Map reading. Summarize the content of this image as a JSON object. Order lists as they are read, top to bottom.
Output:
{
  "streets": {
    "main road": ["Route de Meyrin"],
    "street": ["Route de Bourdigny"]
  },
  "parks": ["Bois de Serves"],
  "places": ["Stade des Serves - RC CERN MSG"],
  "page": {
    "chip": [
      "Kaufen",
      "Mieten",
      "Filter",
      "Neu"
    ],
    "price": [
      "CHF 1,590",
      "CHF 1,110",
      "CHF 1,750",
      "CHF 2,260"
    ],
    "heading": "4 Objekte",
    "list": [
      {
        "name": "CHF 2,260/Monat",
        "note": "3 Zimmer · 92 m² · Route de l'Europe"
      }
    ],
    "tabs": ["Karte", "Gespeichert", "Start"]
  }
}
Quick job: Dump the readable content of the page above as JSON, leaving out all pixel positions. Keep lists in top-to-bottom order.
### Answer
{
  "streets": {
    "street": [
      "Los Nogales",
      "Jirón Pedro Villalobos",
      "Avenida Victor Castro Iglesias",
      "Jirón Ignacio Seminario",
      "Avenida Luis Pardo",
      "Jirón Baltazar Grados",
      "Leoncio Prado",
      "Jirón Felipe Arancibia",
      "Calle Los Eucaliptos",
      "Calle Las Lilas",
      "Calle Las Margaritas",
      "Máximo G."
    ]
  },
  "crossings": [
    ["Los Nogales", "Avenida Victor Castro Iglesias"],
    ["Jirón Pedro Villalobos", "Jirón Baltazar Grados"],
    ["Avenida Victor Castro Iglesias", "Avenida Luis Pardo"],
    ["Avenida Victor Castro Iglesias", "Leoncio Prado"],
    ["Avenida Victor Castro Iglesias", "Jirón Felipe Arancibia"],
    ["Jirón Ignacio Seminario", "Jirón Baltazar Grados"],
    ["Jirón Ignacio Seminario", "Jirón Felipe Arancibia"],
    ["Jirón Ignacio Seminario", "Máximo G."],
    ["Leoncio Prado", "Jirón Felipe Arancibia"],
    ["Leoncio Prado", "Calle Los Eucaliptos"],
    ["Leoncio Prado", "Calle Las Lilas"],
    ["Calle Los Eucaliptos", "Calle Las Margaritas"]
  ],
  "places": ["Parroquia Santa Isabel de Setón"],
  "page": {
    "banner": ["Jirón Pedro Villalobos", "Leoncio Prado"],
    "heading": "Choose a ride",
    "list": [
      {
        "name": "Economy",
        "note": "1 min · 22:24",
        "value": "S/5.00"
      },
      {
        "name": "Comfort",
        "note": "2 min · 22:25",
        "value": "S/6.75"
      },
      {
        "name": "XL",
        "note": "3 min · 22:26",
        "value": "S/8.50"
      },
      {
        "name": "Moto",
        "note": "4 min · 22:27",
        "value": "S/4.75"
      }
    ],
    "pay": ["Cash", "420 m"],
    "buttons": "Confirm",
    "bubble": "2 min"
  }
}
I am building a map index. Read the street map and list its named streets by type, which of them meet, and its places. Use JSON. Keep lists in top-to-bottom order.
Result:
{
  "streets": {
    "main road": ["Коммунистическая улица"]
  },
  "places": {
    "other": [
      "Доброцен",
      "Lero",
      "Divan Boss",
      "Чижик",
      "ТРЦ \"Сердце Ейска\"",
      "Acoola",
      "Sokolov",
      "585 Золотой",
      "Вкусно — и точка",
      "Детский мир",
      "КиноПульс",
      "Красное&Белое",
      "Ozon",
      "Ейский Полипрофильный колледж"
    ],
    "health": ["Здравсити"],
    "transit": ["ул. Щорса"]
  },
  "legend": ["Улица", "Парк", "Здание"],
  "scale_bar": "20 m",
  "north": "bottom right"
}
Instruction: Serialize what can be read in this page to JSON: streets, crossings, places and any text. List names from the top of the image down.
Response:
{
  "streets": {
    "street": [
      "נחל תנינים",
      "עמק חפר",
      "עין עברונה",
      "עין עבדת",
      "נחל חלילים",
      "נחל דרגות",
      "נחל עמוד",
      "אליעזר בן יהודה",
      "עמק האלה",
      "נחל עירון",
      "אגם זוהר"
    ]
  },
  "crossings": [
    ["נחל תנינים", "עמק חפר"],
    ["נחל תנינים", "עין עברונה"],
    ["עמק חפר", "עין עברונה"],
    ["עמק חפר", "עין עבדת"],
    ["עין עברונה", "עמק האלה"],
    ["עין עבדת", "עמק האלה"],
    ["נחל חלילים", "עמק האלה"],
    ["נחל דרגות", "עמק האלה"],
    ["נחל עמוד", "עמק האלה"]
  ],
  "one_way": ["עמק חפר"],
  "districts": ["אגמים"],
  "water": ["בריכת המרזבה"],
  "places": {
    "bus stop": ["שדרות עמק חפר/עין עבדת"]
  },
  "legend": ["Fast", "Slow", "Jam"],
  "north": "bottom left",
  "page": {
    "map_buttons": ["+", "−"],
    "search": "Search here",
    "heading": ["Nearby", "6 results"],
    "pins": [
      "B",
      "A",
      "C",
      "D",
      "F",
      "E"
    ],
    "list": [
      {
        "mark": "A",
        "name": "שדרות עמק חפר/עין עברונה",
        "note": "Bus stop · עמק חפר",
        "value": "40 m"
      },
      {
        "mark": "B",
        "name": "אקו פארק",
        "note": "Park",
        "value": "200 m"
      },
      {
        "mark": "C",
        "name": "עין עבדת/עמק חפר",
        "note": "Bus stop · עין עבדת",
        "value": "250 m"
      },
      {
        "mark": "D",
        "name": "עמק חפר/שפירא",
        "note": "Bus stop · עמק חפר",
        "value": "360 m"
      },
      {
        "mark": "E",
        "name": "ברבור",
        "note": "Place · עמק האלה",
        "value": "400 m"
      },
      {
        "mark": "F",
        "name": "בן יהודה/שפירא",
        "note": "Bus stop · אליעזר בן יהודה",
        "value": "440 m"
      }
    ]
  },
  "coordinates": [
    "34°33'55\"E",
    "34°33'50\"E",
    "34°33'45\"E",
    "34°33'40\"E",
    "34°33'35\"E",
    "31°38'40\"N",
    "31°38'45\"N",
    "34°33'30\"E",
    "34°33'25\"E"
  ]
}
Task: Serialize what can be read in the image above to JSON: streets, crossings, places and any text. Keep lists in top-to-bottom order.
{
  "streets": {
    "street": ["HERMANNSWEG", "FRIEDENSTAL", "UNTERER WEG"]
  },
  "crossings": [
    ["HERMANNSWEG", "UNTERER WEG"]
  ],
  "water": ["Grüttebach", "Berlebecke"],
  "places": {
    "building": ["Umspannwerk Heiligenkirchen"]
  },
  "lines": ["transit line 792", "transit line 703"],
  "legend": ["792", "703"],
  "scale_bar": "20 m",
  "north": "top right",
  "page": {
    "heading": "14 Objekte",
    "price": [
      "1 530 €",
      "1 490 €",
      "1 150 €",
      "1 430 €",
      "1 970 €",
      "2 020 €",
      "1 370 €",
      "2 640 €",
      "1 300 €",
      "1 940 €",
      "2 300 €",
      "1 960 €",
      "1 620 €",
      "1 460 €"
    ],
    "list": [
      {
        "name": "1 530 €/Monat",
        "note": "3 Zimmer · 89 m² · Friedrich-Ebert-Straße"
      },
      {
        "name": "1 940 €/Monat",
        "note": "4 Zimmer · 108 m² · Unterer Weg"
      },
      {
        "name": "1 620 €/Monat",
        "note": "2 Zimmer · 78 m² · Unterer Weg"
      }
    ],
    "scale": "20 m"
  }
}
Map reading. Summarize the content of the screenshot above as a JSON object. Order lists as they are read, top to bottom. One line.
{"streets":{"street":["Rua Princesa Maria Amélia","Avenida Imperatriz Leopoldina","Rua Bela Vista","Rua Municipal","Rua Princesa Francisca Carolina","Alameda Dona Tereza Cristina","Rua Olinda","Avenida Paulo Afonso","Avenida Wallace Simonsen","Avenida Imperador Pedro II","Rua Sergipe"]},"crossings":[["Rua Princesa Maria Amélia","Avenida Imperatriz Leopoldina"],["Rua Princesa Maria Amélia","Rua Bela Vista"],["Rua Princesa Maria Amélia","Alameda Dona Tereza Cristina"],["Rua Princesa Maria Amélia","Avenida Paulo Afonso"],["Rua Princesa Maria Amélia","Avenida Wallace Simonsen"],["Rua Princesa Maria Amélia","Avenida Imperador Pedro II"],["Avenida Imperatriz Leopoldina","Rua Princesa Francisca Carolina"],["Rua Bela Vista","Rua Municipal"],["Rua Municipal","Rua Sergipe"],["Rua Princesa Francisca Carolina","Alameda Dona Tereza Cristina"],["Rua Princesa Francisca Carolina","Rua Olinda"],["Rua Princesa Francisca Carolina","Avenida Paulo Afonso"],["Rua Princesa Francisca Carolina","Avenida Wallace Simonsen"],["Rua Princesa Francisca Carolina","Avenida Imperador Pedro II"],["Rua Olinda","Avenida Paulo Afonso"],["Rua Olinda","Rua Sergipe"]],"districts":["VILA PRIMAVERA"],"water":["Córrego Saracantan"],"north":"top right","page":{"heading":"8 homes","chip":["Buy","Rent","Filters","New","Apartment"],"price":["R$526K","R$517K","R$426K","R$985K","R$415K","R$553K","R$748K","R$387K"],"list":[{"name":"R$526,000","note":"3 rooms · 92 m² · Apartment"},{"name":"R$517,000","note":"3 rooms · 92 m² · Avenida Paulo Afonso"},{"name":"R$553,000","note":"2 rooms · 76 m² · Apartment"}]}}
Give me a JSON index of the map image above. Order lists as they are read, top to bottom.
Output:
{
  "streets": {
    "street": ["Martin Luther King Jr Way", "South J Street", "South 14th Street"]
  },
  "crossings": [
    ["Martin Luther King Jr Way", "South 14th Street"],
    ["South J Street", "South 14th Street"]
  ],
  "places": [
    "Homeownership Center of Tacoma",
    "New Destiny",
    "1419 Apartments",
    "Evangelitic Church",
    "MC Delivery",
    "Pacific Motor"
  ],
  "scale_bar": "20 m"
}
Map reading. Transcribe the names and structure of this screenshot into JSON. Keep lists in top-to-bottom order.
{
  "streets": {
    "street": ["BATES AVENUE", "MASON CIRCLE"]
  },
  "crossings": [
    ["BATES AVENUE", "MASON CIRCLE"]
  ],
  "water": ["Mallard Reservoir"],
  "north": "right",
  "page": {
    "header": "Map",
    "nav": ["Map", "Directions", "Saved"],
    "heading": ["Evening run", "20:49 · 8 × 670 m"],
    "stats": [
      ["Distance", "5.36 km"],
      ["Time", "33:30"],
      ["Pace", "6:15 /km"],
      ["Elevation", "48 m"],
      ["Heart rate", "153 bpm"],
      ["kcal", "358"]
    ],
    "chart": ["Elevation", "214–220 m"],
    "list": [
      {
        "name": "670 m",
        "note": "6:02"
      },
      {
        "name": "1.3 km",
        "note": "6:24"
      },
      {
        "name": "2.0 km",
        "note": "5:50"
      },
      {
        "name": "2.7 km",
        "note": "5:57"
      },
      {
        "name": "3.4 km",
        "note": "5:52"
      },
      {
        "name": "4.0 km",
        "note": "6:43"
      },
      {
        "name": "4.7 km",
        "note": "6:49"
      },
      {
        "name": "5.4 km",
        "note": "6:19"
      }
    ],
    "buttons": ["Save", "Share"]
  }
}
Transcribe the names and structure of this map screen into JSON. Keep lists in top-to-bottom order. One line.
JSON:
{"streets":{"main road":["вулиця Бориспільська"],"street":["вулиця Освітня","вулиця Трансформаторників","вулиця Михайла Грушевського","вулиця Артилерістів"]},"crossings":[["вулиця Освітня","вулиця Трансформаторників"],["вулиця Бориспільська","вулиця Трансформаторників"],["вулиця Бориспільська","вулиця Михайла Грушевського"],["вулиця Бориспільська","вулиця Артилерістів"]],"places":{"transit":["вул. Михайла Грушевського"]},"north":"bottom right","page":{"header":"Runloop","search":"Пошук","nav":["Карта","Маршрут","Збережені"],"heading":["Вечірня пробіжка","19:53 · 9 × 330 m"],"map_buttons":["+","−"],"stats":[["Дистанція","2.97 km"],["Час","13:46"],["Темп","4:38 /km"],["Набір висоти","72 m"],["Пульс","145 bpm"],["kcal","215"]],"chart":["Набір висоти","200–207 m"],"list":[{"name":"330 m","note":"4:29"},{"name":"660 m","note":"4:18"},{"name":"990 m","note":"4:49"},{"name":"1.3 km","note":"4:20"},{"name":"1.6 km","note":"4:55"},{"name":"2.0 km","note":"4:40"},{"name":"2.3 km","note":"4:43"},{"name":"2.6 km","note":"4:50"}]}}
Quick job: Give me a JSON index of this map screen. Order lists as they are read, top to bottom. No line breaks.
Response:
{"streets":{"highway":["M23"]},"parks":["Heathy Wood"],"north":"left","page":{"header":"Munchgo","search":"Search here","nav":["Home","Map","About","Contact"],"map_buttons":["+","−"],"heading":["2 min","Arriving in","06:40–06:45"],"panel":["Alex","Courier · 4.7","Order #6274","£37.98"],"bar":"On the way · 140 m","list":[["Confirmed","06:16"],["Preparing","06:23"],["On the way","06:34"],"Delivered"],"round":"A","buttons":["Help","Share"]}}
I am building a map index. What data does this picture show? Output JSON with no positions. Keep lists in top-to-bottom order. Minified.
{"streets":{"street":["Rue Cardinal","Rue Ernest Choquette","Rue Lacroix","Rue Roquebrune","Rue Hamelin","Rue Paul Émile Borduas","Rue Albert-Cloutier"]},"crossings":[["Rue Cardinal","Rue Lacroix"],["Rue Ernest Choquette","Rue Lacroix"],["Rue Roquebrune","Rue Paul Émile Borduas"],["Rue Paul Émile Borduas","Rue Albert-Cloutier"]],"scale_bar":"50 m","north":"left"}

Exercise brief:
Copy out each line of the entries that holds "Zimmer".

Reply:
        "note": "3 Zimmer · 92 m² · Route de l'Europe"
        "note": "3 Zimmer · 89 m² · Friedrich-Ebert-Straße"
        "note": "4 Zimmer · 108 m² · Unterer Weg"
        "note": "2 Zimmer · 78 m² · Unterer Weg"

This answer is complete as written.